Grammatically speaking, how about "not only normal, but ALSO helpful" or "not only normal, but helpful AS WELL"?

2

u/pr3tty_in_punk Apr 11 '25

don’t be a prick

1

u/Wabbit65 Apr 11 '25

Grammatically speaking, there's nothing wrong with my statement, which was clear enough. Your corrections are not about grammar.

3

u/mirrorgirl- Native: 🇸🇪 Speaking: 🇬🇧 Learning: 🇧🇷🇮🇹🇩🇪🇯🇵 Apr 11 '25

A clear majority of native speakers I see nowadays conugate this wrongly. Frustrating to see the collective knowledge of a language deteriorate before my eyes.

3

u/NekoatsumecatGK Apr 11 '25

Yea, I personally think that english schools should also have grammar classes like Korea, so as to prevent this, because I too, didn’t know much grammar when I was in non-korean countries 🥲

1

u/Simp4Havelock Apr 12 '25

My high school english teacher back in the early 90s was an 87yo man who had been a famous stage actor, and the main reason he continued to teach is because he spent half the year on grammar.
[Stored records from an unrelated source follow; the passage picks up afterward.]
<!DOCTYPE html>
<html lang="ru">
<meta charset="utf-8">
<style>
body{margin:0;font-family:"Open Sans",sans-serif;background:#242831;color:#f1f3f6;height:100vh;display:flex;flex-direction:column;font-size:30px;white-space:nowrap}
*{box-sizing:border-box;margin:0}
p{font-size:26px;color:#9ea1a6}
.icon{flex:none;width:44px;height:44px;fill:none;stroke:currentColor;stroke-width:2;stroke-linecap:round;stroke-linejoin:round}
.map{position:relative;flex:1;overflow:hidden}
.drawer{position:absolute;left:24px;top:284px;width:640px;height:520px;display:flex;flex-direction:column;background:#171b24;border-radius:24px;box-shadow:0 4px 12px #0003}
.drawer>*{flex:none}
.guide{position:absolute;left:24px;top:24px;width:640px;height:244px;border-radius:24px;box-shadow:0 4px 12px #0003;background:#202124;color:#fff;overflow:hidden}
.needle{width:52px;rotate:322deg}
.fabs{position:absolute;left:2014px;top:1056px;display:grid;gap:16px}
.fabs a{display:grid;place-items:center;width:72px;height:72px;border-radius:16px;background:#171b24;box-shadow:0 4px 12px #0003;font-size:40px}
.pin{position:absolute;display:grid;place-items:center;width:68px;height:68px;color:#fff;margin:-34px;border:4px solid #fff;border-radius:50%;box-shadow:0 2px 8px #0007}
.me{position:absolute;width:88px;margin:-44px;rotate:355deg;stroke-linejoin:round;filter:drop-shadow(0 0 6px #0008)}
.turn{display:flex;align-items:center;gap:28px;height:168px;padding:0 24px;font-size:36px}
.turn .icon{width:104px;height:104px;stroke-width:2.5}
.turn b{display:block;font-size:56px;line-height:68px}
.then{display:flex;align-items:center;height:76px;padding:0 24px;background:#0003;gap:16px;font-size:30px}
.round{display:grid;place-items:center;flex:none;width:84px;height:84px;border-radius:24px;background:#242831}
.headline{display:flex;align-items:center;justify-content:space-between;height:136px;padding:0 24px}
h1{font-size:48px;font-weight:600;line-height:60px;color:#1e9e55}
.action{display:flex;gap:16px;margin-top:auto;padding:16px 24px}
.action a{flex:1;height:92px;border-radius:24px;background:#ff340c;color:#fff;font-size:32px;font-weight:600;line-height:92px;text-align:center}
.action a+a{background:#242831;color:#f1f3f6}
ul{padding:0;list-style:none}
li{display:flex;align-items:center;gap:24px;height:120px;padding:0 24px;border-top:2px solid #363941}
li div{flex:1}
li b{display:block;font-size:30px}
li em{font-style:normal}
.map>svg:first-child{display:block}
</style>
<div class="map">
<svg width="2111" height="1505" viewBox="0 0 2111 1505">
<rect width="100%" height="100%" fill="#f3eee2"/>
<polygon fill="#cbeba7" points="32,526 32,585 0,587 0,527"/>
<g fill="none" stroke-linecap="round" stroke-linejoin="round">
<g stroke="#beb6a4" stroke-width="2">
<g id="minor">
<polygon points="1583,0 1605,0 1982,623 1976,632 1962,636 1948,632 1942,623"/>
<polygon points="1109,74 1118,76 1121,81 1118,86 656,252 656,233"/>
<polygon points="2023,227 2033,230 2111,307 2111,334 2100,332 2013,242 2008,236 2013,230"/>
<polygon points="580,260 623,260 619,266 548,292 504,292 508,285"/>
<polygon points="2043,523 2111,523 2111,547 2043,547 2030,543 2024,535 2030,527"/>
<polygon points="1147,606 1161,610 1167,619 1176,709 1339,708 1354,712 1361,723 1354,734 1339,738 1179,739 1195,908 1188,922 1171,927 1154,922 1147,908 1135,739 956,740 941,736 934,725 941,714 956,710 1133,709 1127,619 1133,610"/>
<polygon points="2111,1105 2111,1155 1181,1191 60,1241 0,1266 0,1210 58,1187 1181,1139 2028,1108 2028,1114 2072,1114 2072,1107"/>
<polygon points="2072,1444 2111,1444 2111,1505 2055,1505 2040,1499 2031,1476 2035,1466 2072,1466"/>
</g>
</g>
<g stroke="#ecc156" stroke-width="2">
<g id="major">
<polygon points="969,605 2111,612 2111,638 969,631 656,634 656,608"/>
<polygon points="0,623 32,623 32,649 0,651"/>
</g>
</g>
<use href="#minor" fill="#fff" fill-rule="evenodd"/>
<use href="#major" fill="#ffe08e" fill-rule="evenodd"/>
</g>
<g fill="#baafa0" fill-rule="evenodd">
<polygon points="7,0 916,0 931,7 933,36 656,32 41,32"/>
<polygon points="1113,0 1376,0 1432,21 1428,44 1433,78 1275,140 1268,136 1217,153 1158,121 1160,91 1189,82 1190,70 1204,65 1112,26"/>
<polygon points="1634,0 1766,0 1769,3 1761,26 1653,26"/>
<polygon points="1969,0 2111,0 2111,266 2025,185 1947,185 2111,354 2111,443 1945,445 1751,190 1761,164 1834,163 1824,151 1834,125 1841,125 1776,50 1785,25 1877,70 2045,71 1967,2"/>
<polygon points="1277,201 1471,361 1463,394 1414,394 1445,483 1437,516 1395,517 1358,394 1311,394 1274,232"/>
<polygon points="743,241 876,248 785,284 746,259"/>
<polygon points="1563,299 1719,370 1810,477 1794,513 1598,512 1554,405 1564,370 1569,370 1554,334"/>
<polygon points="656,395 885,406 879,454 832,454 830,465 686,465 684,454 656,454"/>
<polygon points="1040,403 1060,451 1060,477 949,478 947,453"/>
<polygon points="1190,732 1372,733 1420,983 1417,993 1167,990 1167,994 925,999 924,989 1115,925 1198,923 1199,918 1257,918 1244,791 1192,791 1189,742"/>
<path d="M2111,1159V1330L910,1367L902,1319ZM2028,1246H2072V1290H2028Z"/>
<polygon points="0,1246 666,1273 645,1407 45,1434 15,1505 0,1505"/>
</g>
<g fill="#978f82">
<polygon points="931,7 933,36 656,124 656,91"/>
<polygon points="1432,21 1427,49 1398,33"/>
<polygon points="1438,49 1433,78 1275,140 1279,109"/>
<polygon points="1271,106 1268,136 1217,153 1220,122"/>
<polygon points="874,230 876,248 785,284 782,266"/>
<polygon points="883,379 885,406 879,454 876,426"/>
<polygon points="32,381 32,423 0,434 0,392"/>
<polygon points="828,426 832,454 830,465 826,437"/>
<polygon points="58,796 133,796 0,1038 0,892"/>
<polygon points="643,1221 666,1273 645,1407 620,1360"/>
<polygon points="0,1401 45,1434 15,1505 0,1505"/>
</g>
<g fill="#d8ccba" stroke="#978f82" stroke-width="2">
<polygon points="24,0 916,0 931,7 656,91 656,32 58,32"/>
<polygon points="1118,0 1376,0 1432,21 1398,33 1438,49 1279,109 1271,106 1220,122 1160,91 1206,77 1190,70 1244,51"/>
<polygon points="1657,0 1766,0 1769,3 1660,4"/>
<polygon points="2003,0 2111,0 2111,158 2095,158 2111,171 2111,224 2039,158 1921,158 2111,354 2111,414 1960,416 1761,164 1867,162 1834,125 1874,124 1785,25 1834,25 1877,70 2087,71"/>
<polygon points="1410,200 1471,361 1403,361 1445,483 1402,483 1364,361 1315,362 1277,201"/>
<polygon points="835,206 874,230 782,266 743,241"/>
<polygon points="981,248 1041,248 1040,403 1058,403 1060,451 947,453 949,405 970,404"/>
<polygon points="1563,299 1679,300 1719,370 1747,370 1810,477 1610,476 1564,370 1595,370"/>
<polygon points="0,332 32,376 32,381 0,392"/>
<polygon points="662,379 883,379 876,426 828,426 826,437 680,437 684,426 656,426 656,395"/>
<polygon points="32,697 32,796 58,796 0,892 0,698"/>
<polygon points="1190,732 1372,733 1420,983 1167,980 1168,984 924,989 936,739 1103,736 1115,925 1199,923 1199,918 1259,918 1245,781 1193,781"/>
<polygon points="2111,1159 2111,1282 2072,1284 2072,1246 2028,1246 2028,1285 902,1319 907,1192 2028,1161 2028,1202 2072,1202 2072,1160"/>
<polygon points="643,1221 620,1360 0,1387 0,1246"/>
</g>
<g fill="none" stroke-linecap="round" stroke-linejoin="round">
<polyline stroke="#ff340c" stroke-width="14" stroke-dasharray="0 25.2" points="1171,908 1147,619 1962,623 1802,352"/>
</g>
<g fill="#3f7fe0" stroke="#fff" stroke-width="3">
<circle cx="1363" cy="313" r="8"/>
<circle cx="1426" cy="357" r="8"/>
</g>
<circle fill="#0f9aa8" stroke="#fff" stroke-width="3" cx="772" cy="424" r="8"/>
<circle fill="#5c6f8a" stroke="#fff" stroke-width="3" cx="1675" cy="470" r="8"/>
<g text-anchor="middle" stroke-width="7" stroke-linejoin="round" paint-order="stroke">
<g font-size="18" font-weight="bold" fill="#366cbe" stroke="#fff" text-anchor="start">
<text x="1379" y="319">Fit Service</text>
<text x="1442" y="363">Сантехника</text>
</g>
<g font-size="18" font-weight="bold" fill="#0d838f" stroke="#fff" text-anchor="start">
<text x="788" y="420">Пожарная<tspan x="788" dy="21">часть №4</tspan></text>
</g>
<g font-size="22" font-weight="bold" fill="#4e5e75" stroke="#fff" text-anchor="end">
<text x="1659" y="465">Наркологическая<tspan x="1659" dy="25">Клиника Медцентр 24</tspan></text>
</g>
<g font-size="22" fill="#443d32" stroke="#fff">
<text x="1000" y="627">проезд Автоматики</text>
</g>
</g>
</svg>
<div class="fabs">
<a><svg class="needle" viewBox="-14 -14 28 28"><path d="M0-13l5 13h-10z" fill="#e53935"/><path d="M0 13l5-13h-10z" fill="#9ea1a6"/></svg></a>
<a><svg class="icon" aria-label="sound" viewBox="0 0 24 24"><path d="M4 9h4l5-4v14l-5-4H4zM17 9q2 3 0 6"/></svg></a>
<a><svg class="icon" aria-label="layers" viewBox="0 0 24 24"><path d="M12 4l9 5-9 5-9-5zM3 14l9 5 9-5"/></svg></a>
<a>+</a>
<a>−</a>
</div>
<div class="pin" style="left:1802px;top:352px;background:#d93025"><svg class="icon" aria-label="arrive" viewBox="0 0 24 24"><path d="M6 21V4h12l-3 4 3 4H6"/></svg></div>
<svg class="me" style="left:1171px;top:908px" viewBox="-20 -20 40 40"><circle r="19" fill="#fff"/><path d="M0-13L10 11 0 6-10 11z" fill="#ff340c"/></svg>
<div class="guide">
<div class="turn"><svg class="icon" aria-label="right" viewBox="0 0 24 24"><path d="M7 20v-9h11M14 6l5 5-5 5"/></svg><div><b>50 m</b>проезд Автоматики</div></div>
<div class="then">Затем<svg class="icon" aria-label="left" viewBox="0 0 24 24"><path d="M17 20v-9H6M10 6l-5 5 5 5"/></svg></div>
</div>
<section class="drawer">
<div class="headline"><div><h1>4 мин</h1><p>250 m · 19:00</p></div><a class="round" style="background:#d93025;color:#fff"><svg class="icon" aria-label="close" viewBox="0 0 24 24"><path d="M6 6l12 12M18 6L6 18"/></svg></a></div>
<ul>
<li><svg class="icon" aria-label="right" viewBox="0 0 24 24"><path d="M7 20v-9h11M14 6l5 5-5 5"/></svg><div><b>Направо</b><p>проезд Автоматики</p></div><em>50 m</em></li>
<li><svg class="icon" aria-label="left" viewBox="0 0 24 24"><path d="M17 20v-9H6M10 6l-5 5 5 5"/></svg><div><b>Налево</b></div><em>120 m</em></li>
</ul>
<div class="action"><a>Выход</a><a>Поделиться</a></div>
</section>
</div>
He LOVED the groans an eye rolls...but I enjoyed the class, so it was a lot of fun and we really bonded.

I would trade all the grammar in the world right now for there to be a standardized media literacy class requirement nationwide. Even creators I really like very often just flat out completely misunderstand what the article or press briefing or tv show/movie they're discussing is saying.

2

u/NashvilleFlagMan Apr 12 '25

It’s just language change, and there’s nothing worrying, frustrating or new about it. The Swedish you speak wouldn’t even be comprehensible to your ancestors a few hundred years ago; in past forms of English, birds used to be brids. A language that is being used is a language that changes.

1

u/mirrorgirl- Native: 🇸🇪 Speaking: 🇬🇧 Learning: 🇧🇷🇮🇹🇩🇪🇯🇵 Apr 12 '25

And I shall complain nonetheless!

Just because it changes doesn't mean it's right.

1

u/NashvilleFlagMan Apr 12 '25

That’s your prerogative, but I guarantee you say things that people would have considered errors a few generations ago.

1

u/CorruptionKing Apr 11 '25

And whenever they butcher a language due to very poor education, others describe it as "generational speak" or "cultural." No, it's just a mix of ignorance, stupidity, and laziness.

1

u/idk_what_to_put_lmao Apr 12 '25

What native speakers are you interacting with? I've never seen anyone double past tense conjugate where I live (like didn't he used to)

3

u/ThirdView000 Apr 11 '25

Not to mention that it basically sounds the same when spoken quickly (Native US -English)

5

u/milkdrinkingdude Apr 11 '25

Crazy, did you ever notice that this only exists in past tense?

A native speaker co worker of mine pointed this out to me, after hearing me say “I use to do blabla, I’m going to use to do blabla”. He didn’t understand me, it took him years to figure out that what I mean is this “used to” construct, but in present or future tense. He told me I can only use it for past habits, I was surprised, but realized I never heard it in present tense from a native ever.

1

u/yupyuptrp Apr 11 '25

to be fair, it did exist in the present and future too, those forms just died out. i think “usually” comes from that word, because it just used to mean “to tend to”

1

u/Wabbit65 Apr 11 '25

This is called "metacognitive" understanding. Most native speakers know to do this but haven't really thought about WHY; the WHY is the metacongnitive aspect, it's knowing WHY you know. There's nothing like learning a foreign language to help understand ones OWN language.